Restate word for word the run of lines that begins at the one containing "Bounding boxes for" and ends at the last line of the listing.

┌─ Provided records

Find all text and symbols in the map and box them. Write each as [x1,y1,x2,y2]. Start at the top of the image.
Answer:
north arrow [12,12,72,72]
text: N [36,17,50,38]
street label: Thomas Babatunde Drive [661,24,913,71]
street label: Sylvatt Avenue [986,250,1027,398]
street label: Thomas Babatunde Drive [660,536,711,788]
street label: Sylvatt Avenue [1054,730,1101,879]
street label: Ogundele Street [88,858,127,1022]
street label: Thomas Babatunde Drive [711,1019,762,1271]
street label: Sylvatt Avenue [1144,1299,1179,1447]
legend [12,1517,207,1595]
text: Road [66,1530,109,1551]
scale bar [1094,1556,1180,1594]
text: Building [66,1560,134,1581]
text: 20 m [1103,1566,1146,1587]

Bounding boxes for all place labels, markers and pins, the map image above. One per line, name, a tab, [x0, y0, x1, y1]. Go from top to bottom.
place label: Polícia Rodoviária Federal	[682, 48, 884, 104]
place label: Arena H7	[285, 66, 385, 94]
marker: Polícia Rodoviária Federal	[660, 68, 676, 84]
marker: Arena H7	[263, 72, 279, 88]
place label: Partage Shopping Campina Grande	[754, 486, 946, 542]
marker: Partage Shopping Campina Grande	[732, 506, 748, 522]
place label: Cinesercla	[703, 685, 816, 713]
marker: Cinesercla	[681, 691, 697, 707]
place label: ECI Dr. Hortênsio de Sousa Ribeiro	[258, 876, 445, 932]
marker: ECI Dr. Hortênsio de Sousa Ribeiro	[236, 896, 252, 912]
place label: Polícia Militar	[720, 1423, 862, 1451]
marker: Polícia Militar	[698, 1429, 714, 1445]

└─

# [Answer box]
Bounding boxes for all place labels, markers and pins, the map image above. One per line, name, a tab, [x0, y0, x1, y1]. Go from top to bottom.
place label: Polícia Rodoviária Federal	[682, 48, 884, 104]
place label: Arena H7	[285, 66, 385, 94]
marker: Polícia Rodoviária Federal	[660, 68, 676, 84]
marker: Arena H7	[263, 72, 279, 88]
place label: Partage Shopping Campina Grande	[754, 486, 946, 542]
marker: Partage Shopping Campina Grande	[732, 506, 748, 522]
place label: Cinesercla	[703, 685, 816, 713]
marker: Cinesercla	[681, 691, 697, 707]
place label: ECI Dr. Hortênsio de Sousa Ribeiro	[258, 876, 445, 932]
marker: ECI Dr. Hortênsio de Sousa Ribeiro	[236, 896, 252, 912]
place label: Polícia Militar	[720, 1423, 862, 1451]
marker: Polícia Militar	[698, 1429, 714, 1445]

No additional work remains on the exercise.